A preferred embodiment of the subject invention having been described in detail, its method of use may be described with continued reference to FIGS. 1 and 2. The conventional trailer hitch of trailer 24 includes a tongue 56 having a hollowed socket 58 which are both situated forward of jack stand 48. Socket 58 is of such dimensions as to be seated on hitch ball 60 when coupled together as illustrated. Once vertical stanchion assembly 12 is properly seated within mounting means 16, mirror assembly 14 may be rotated until reflective surface 44 is substantially over socket 58 and facing the rear window of towing vehicle 62. While facing trailer 24, housing 40 of mirror assembly 14 may then be manipulated about ball-and-socket joint 38 to a selected angle that causes appearance of hitch socket 58 in reflective surface 44 of mirror 42.

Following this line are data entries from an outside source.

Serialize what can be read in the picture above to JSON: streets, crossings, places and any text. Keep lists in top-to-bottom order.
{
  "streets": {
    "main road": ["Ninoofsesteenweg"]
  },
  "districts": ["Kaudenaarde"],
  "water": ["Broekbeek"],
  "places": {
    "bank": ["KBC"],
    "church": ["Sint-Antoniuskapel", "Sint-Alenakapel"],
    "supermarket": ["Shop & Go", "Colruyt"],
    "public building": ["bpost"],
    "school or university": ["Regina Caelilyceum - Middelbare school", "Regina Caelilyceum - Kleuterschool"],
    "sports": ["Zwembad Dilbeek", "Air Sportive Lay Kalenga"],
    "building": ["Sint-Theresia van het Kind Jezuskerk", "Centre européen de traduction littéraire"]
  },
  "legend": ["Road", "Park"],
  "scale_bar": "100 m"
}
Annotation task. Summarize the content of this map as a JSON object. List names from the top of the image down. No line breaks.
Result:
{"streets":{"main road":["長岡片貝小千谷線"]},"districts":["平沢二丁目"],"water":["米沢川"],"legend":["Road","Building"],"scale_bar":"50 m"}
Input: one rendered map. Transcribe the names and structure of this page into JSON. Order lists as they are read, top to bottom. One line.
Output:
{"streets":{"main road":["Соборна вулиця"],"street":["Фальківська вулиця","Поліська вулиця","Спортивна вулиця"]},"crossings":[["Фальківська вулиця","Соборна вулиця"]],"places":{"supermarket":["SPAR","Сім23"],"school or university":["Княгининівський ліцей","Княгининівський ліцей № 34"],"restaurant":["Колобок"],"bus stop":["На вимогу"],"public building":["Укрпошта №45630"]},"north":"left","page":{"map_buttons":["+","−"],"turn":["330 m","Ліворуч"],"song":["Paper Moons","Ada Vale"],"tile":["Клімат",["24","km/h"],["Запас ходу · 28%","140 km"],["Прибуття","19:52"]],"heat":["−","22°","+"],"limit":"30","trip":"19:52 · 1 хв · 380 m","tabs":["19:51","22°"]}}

As best observed upon review of FIG. 2, note that mirror assembly 14 must be visible to the driver when seated within towing vehicle 62, either directly or via a rear-view mirror or both. Vertical adjustment of mirror assembly 14 is accomplished by loosening collar 54 and raising or lowering vertical support rod 18 to the desired height and then retightening collar 54. As the driver backs towing vehicle 62 towards trailer 24, hitch ball 60 will also appear in reflective surface 44 of mirror 42 (FIG. 4). With the reflections of both hitch ball 60 and socket 58 in view on reflective surface 44, the driver maneuvers towing vehicle 62 as needed to achieve alignment of the former beneath the latter for subsequent coupling. Coupling is accomplished by lowering socket 58 around hitch ball 60 using crank 64 of jack stand 48.

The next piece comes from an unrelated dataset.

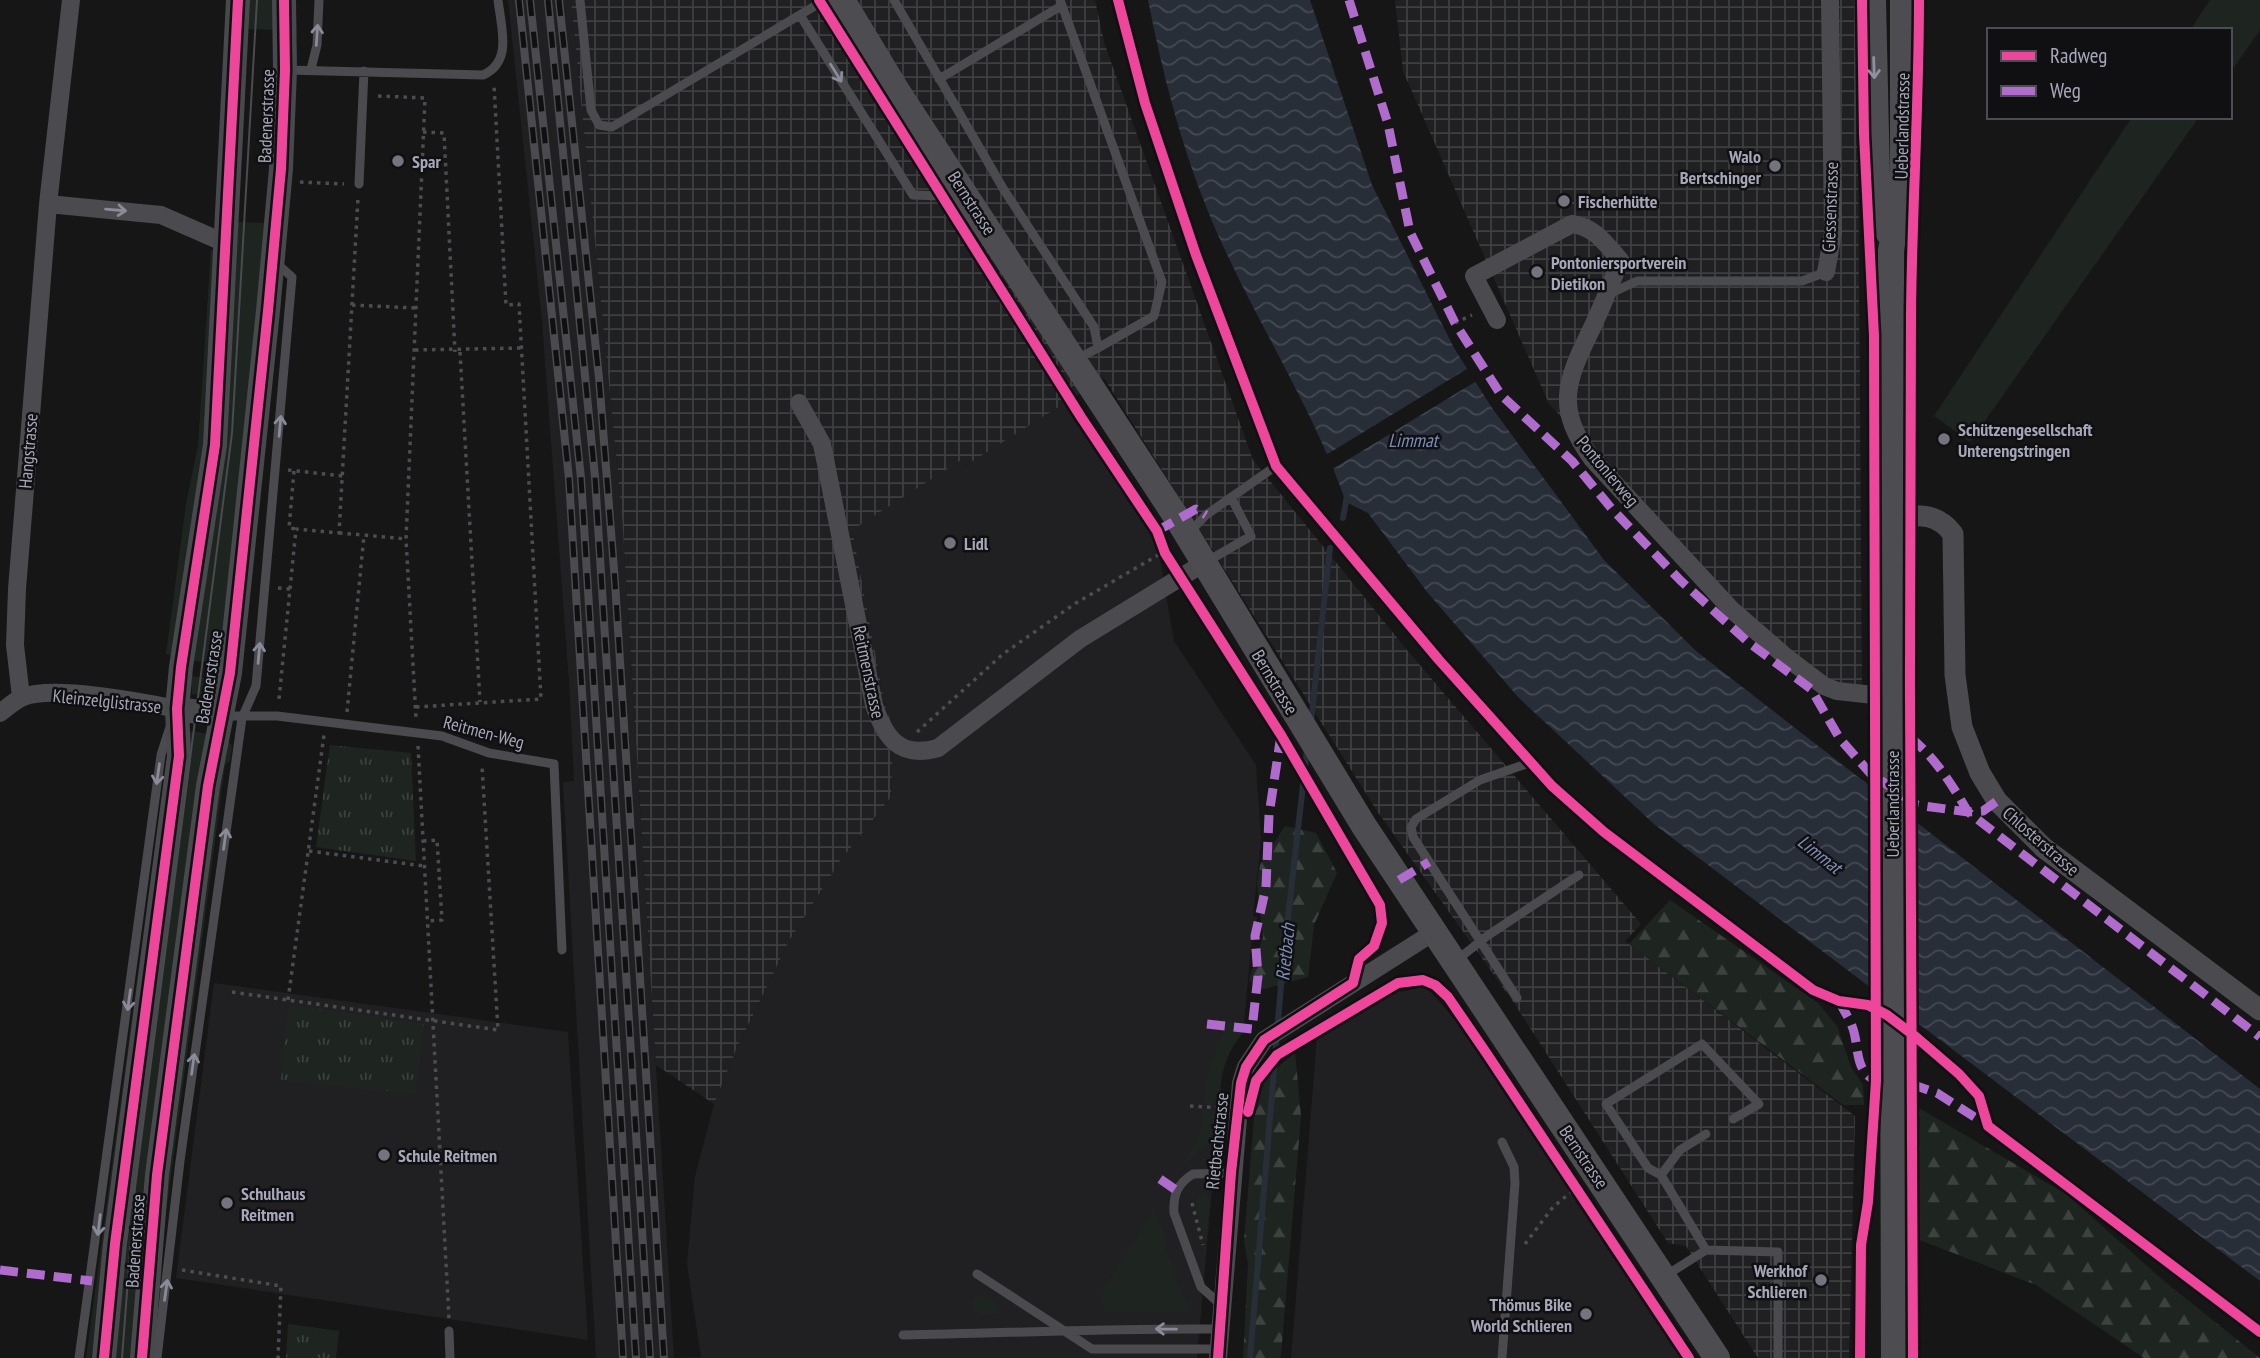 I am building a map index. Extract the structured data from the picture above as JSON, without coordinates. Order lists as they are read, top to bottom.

Subsequent to coupling, the subject apparatus may be removed from its mounting means 16 which will remain permanently affixed to tow bar 22 of trailer 24. The balance of the apparatus may be stored in either the towing vehicle or trailer. Hitching is completed by conventional means including activation of a hitch lock 66 adjacent tongue 56 and attachment of chains 68 provided on tow bars 22 to receiving means 70 of the towing vehicle. Connection of electrical wires 72 used to activate brake lights, turn signals and backing lights (not shown) is also common.

Although the present invention has been described with reference to the particular embodiments herein set forth, it is understood that the present disclosure has been made only by way of example and that numerous changes in details of construction may be resorted to without departing from the spirit and scope of the invention. Thus, the scope of the invention should not be limited by the foregoing specifications, but rather only by the scope of the claims appended hereto.